3

I am importing the datetime library in my python program and am taking the duration of multiple events. Below is my code for that:

d1 = datetime.datetime.strptime(starttime, '%Y-%m-%d:%H:%M:%S')
d2 = datetime.datetime.strptime(endtime, '%Y-%m-%d:%H:%M:%S')
duration = d2 - d1
print str(duration)

Now I have a value in the variable "duration". The output of this will be:

0:00:15
0:00:15
0:00:15
0:00:15
0:00:15
0:00:05
0:00:05
0:00:05
0:00:05
0:00:05
0:00:10
0:00:10
0:00:10
0:00:10
0:45:22

I want to take the standard deviation of all the durations and determine if there is an anomaly.
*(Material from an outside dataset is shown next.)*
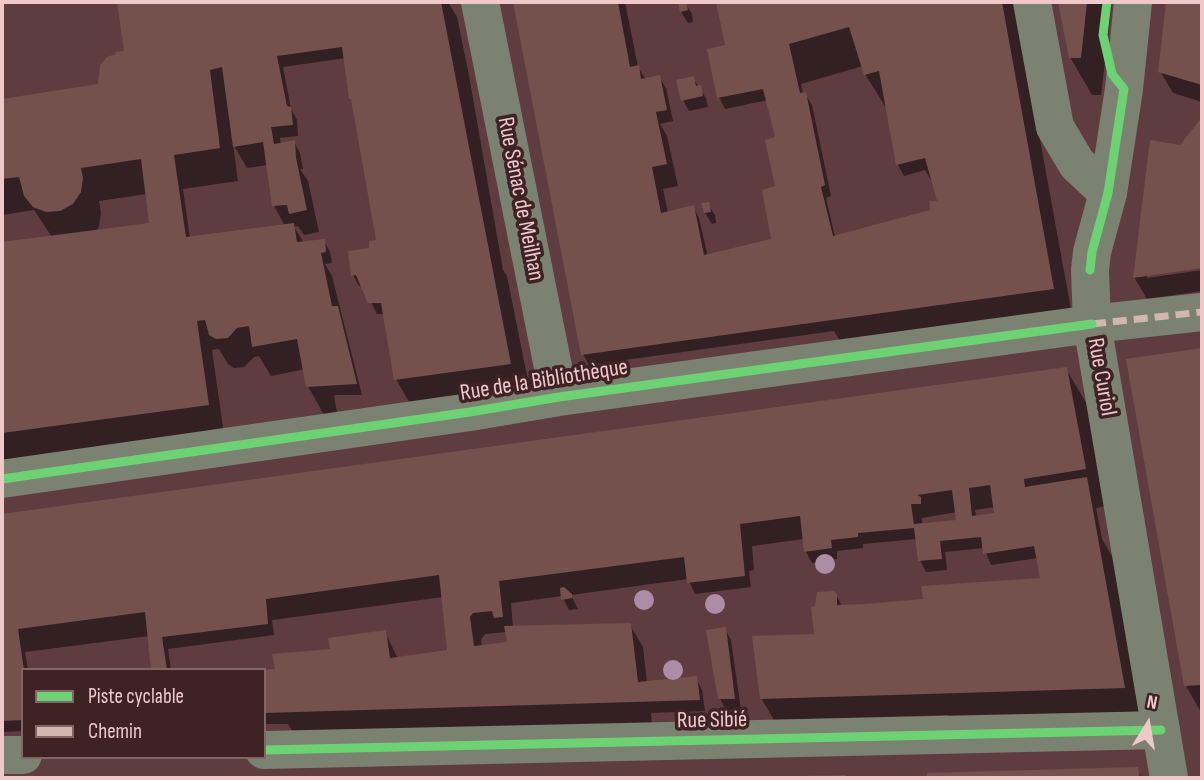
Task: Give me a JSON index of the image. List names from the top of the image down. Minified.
{"streets":{"street":["Rue Sénac de Meilhan","Rue Curiol","Rue de la Bibliothèque","Rue Sibié"]},"crossings":[["Rue Sénac de Meilhan","Rue de la Bibliothèque"],["Rue Curiol","Rue de la Bibliothèque"],["Rue Curiol","Rue Sibié"]],"legend":["Piste cyclable","Chemin"],"north":"top"}
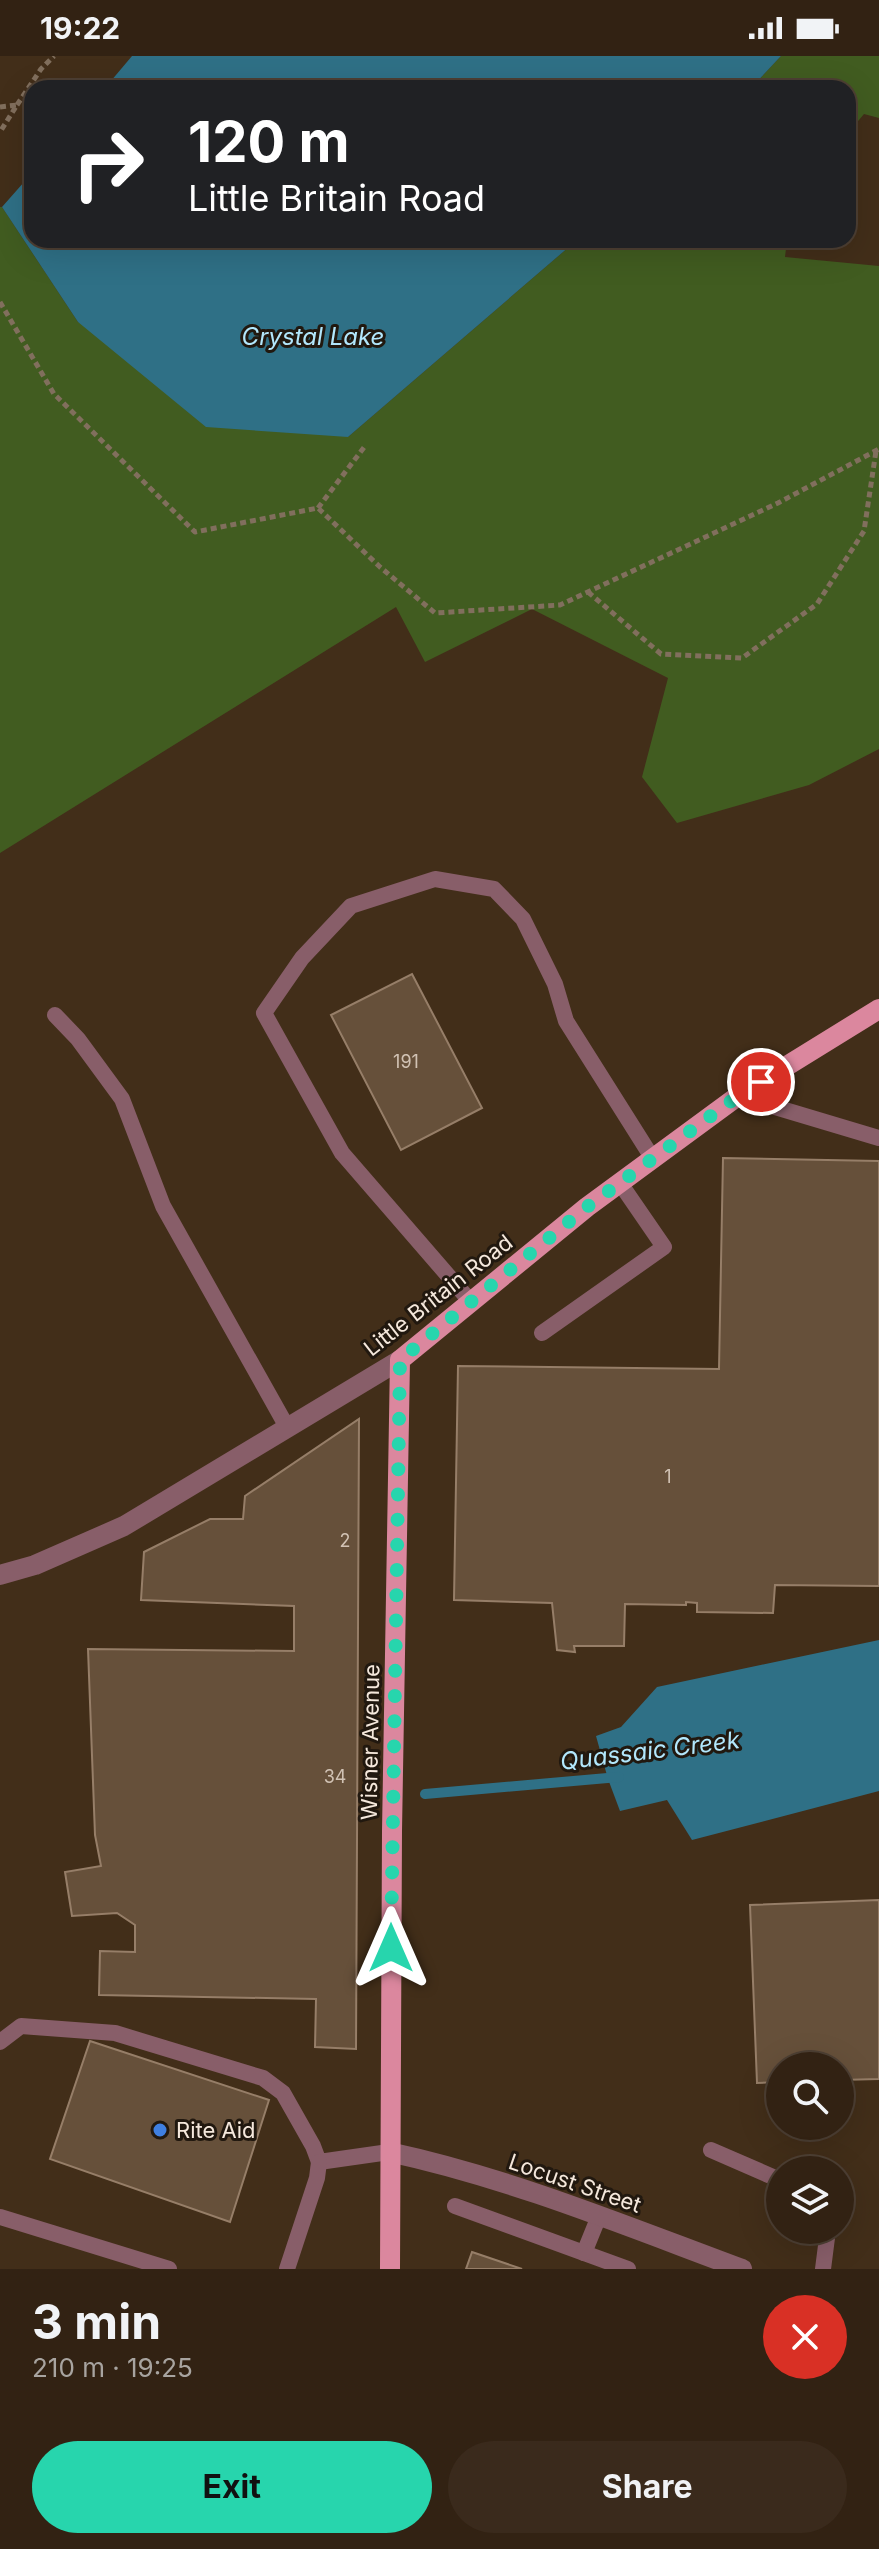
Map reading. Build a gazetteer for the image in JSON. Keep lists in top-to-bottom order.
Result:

For example, the 00:45:22 is an anomaly and I want to detect that. I could do this if I knew what format datetime was in, but it doesn't appear to be digits or anything..I was thinking about splitting the values up from : and using all the values in between, but there might be a better way.

Ideas?

Chango Mango
  • 61
  • 4
  • 8

2 Answers2

5

You have datetime.timedelta() objects. These have .microseconds, .seconds and .days attributes, all 3 integers. The str() string representation represents those as [D day[s], ][H]H:MM:SS[.UUUUUU] as needed to fit all values present.

You can use simple arithmetic on these objects. Summing and division work as expected, for example:

>>> (timedelta(seconds=100) + timedelta(seconds=200)) / 2
datetime.timedelta(0, 150)

Unfortunately, you cannot multiply two timedeltas and calculating a standard deviation thus becomes tricky (no squaring of offsets).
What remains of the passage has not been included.